Best practices for handling large datasets
This guide highlights best practices when using a distributed cluster like the Anyscale workspace. Understanding the difference between developing locally and using an Anyscale workspace sets the context for these recommendations.
In traditional development, you might be used to:
- Keeping all data files alongside your code
- Loading entire datasets into memory
- Running everything on a single machine
Anyscale's distributed environment works differently:
- Your code runs across multiple machines (nodes)
- The head node orchestrates work across worker nodes
- Data needs to be accessible to all nodes efficiently
Data storage options: When to use what
Option 1: Working directory of workspace (good for small files)
For small files (code, configs, small datasets), storing directly in your workspace works well:
import ray
from ray.data import read_csv
# Reading a small CSV file from workspace.
dataset = read_csv("/home/ray/default/data/small_config.csv")
The working directory of a workspace is typically best for:
- Configuration files
- Small datasets (up to a few hundred MB)
- Temporary results
- Quick experiments
The following are considerations for choosing workspace storage:
- Workspace storage limits depend on your cluster configuration.
- Anyscale snapshots all files every 5 minutes (unless ignored).

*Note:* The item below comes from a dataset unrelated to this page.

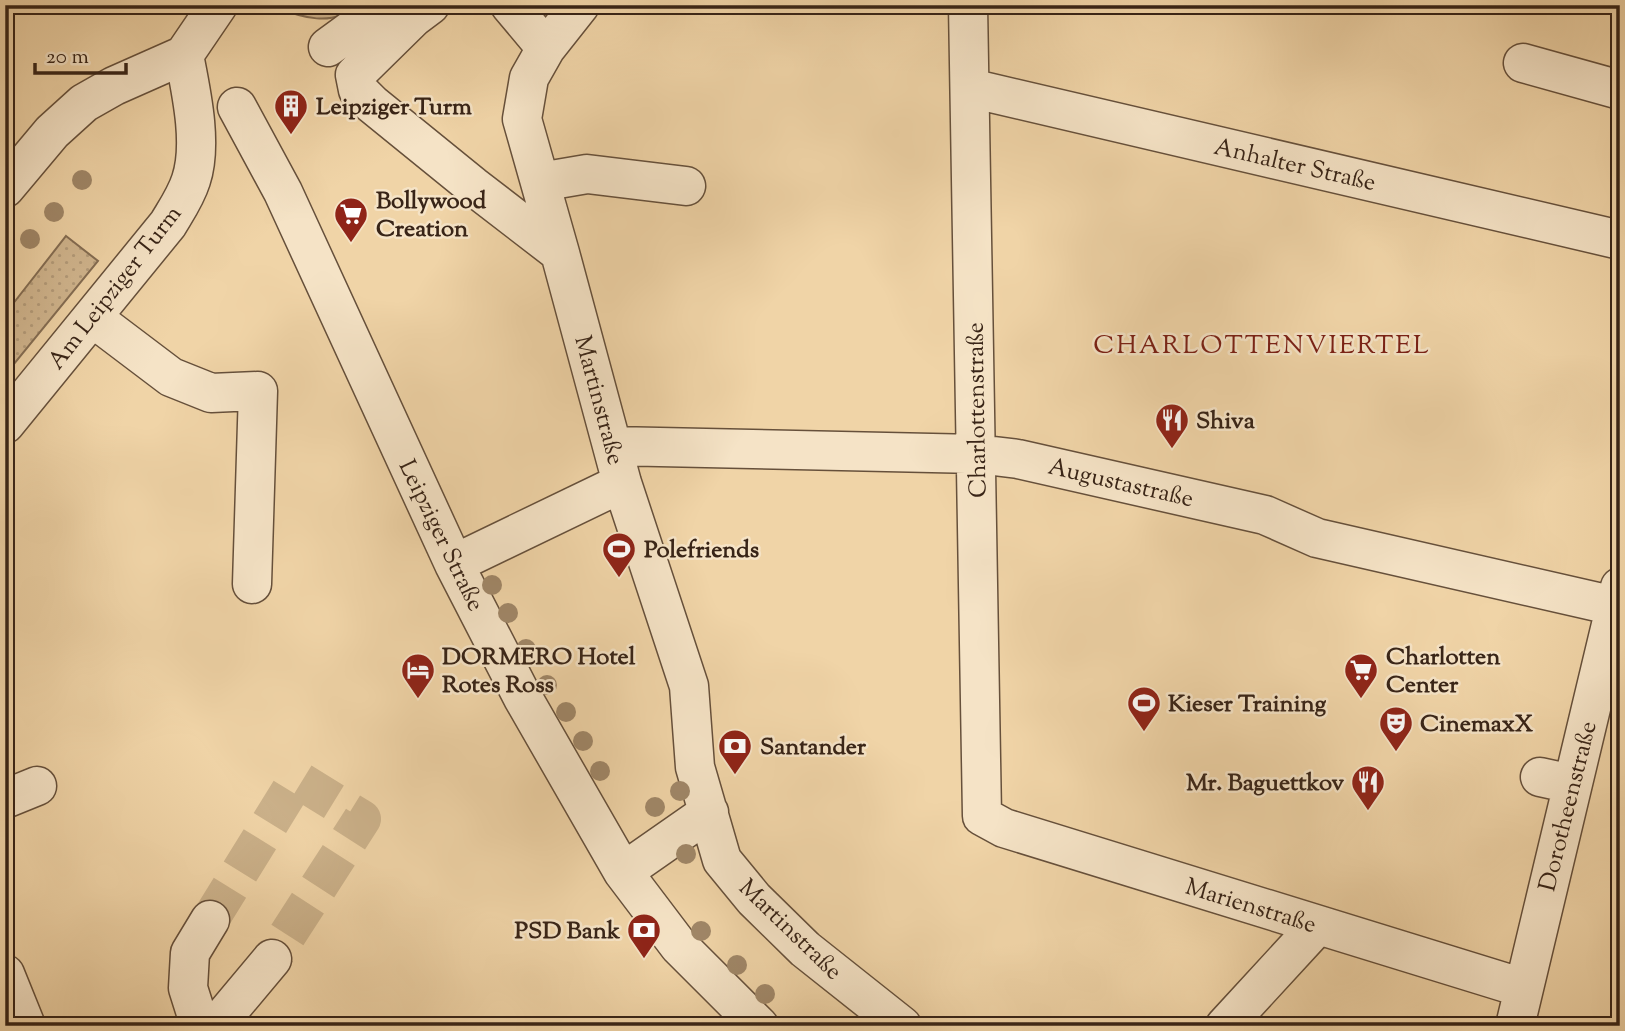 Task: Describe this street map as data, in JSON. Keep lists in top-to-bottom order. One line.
{"streets":{"street":["Anhalter Straße","Am Leipziger Turm","Martinstraße","Charlottenstraße","Augustastraße","Leipziger Straße","Dorotheenstraße","Marienstraße"]},"crossings":[["Anhalter Straße","Charlottenstraße"],["Martinstraße","Augustastraße"],["Charlottenstraße","Augustastraße"],["Charlottenstraße","Marienstraße"],["Augustastraße","Dorotheenstraße"],["Dorotheenstraße","Marienstraße"]],"districts":["CHARLOTTENVIERTEL"],"places":{"building":["Leipziger Turm"],"supermarket":["Bollywood Creation","Charlotten Center"],"restaurant":["Shiva","Mr. Baguettkov"],"sports":["Polefriends","Kieser Training"],"hotel":["DORMERO Hotel Rotes Ross"],"theatre":["CinemaxX"],"bank":["Santander","PSD Bank"]},"scale_bar":"20 m"} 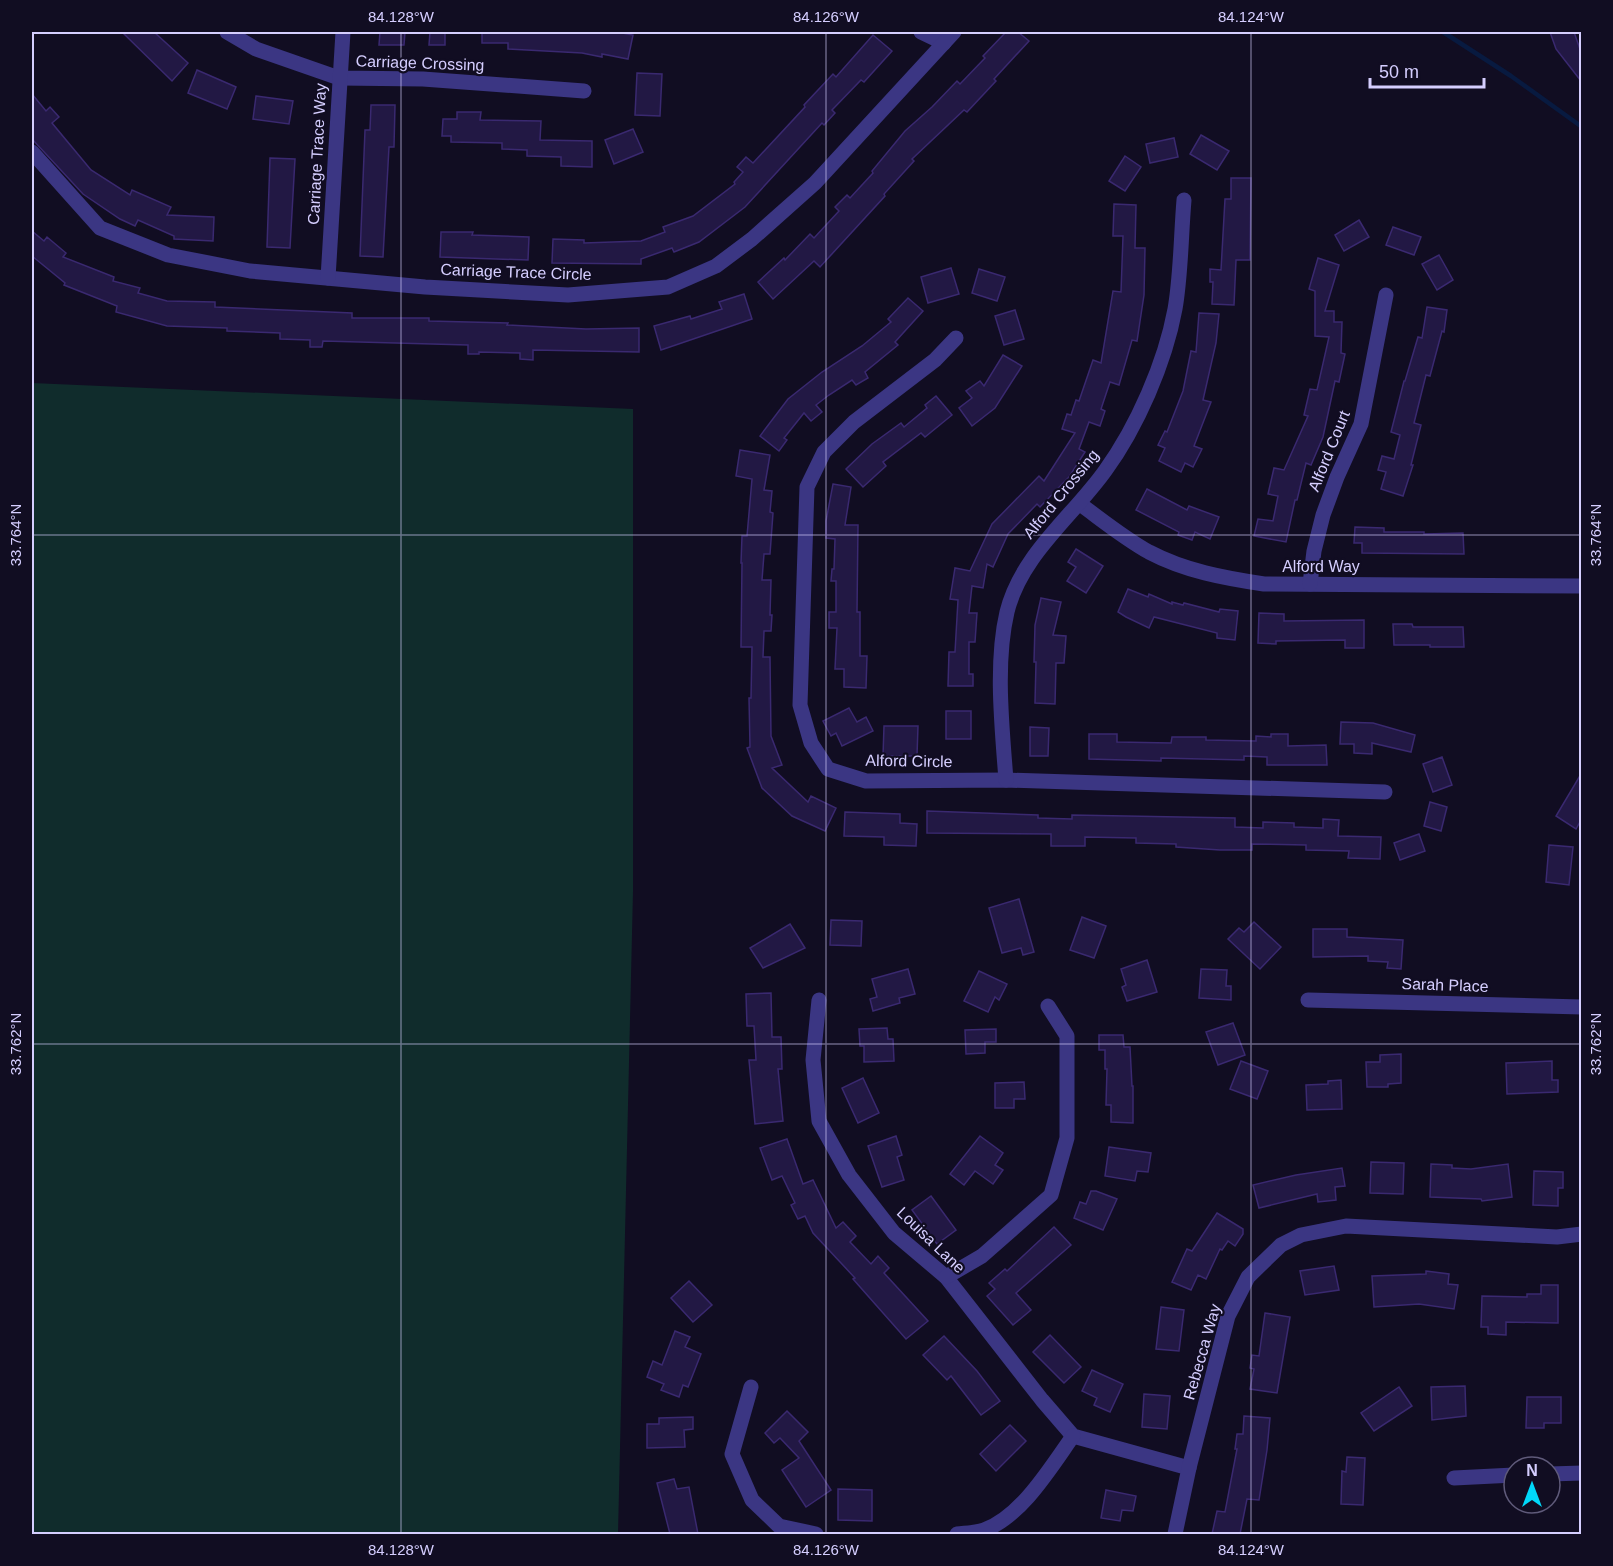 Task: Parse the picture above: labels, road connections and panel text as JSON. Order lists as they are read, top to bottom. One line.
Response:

- Add large or temporary files to
.anyscaleignore
to prevent snapshot bloat. - For persistence, Ray packs the default working directory with a limit of ~10GB.
- For task submission, Ray packs the CURRENT working directory, and the limit is 500MiB. This is a Ray Core limit.
# .anyscaleignore
temp_results/
*.tmp
intermediate_data/
Option 2: NFS storage
NFS provides shared storage that can be accessed by all nodes:
# Reading from NFS storage
dataset = read_csv("/mnt/cluster_storage/medium_dataset.csv")
NFS storage is typically best for:
- Medium-sized datasets (up to 10GB)
- Files shared across workspaces, jobs, or services
- Development and iteration workflows
- Temporary storage of model weights
- Scenarios where object storage setup isn't necessary
The following are considerations for choosing NFS:
- Performance may degrade with high disk I/O operations
- Access from /mnt/cluster_storage on all nodes
- Better suited for development than production workloads
Option 3: Cloud object storage (best for larger datasets)
For workloads with substantial data, use object storage:
import ray
from ray.data import read_parquet
# Reading from cloud storage.
dataset = read_parquet("s3://your-bucket/large-dataset/")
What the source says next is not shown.